- **Work to complete**
Nothing but a number should be given: how many lines in the entries below include the string "linecap".

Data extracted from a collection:
------------------------------------------------------------
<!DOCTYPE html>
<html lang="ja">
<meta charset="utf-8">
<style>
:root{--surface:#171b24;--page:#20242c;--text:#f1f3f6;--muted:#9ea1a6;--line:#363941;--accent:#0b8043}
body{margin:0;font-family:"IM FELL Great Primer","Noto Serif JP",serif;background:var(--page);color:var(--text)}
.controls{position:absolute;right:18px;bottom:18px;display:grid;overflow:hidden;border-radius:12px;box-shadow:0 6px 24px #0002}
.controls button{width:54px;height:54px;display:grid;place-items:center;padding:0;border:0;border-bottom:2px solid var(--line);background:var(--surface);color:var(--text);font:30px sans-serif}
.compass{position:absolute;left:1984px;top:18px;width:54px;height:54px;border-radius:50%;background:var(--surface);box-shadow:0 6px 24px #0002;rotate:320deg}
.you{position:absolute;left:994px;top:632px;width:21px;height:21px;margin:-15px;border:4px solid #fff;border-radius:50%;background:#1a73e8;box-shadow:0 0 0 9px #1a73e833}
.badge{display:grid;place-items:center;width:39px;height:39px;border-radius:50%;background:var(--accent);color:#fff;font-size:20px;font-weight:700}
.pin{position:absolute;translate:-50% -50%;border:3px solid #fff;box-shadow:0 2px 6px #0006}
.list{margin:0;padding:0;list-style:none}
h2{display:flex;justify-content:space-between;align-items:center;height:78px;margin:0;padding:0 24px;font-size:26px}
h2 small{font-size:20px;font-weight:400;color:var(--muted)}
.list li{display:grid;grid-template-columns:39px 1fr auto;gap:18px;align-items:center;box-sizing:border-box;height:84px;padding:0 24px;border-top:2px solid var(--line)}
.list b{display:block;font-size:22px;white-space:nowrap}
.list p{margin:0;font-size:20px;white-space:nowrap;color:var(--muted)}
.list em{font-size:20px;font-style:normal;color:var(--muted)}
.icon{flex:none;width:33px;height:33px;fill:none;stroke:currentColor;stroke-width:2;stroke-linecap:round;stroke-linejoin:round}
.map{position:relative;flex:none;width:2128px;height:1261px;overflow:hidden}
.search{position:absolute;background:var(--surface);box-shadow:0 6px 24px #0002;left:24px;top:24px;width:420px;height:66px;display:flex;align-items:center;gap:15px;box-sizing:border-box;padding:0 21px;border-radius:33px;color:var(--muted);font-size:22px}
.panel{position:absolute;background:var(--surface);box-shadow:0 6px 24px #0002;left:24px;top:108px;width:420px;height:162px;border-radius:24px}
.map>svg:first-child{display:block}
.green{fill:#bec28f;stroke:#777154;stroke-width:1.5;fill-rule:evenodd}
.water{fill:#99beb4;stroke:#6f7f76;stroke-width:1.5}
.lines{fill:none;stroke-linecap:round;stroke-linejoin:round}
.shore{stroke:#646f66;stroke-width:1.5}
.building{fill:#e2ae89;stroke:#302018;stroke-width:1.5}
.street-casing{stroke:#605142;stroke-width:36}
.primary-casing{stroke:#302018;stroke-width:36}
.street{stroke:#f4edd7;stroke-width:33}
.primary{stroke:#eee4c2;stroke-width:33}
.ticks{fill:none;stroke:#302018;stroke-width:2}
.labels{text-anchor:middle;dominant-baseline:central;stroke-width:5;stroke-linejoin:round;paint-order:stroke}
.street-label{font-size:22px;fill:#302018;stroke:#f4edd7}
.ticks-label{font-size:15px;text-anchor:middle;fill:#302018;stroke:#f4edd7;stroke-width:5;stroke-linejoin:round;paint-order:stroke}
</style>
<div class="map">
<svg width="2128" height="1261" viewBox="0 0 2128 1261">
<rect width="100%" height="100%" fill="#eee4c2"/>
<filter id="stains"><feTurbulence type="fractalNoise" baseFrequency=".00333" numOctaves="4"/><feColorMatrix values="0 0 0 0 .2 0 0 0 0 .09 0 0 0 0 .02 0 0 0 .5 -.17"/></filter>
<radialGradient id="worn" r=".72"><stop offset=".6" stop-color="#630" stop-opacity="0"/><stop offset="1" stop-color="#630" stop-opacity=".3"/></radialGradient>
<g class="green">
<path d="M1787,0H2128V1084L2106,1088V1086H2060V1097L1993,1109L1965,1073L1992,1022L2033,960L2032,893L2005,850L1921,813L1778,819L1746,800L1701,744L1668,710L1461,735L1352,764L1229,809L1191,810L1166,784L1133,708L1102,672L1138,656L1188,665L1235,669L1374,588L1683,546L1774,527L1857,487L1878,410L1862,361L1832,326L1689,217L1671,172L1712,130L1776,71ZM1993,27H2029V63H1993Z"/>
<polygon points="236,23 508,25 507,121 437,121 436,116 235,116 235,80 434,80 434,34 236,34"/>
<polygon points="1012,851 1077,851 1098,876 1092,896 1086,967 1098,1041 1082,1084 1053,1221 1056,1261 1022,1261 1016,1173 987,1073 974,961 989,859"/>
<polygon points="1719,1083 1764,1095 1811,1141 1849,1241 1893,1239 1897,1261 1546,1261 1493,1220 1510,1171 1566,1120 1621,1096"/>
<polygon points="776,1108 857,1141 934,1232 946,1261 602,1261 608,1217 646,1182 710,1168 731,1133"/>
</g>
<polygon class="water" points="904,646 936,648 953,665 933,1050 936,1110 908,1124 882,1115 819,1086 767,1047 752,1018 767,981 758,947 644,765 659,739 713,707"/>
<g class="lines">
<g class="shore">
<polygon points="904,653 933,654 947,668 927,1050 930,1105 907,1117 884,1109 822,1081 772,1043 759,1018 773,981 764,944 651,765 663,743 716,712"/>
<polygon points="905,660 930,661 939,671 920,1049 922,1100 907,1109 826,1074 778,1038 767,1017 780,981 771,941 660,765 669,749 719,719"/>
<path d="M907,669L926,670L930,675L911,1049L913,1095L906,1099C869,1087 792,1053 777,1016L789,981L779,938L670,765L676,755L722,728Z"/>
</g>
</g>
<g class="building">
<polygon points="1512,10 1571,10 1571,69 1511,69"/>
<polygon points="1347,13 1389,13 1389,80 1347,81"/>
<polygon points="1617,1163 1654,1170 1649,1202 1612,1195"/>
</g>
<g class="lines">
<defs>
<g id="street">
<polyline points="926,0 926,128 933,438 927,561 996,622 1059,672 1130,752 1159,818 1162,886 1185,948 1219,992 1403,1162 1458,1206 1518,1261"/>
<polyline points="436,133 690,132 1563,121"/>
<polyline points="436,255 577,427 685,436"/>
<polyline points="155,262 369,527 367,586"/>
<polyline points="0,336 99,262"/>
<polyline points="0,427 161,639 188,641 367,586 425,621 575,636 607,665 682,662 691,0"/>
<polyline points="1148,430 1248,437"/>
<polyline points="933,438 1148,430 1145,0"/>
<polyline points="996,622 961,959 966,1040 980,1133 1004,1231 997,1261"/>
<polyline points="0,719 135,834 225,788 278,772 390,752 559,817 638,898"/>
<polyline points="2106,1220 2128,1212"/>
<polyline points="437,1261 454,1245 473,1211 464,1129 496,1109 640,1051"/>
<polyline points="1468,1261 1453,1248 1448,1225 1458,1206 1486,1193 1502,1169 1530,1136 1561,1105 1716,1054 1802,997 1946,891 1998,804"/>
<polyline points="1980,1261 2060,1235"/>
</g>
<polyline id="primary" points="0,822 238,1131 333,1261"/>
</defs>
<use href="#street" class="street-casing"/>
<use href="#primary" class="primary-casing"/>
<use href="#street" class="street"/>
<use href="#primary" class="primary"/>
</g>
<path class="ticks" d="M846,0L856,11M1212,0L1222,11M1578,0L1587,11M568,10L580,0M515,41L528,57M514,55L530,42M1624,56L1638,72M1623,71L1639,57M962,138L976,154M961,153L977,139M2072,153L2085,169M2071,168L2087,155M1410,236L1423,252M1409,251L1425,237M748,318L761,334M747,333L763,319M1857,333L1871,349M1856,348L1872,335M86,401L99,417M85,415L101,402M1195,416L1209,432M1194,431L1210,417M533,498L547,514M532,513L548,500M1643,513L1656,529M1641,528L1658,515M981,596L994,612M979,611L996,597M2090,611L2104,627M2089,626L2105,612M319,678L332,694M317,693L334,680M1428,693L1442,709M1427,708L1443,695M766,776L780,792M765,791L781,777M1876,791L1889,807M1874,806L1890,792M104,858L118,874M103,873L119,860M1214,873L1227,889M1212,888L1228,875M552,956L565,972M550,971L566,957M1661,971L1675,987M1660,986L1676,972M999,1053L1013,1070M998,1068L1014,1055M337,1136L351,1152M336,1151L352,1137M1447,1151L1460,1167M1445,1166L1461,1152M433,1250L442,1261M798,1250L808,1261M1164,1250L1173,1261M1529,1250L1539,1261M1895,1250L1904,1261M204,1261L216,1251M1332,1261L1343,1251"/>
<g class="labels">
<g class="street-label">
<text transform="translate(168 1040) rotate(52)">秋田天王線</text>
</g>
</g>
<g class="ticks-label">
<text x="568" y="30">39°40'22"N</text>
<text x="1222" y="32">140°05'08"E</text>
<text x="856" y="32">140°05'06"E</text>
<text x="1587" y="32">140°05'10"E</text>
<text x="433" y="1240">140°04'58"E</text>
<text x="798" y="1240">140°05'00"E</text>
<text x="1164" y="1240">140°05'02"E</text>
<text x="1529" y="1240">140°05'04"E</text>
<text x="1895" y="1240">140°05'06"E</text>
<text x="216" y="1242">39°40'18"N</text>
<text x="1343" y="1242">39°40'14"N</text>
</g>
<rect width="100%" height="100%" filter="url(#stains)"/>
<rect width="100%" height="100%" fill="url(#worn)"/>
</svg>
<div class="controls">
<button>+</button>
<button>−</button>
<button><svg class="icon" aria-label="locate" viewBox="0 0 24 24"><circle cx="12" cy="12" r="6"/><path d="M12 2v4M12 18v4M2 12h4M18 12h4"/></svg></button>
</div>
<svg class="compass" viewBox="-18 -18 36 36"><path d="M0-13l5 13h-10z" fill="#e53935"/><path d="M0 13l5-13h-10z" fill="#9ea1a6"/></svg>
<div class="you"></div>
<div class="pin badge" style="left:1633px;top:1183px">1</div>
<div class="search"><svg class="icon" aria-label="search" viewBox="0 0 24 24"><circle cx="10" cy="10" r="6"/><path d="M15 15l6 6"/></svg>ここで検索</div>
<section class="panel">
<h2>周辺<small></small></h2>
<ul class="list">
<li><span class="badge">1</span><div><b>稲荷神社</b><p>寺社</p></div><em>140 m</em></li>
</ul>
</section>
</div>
------------------------------------------------------------
- **Solution for this exercise**
2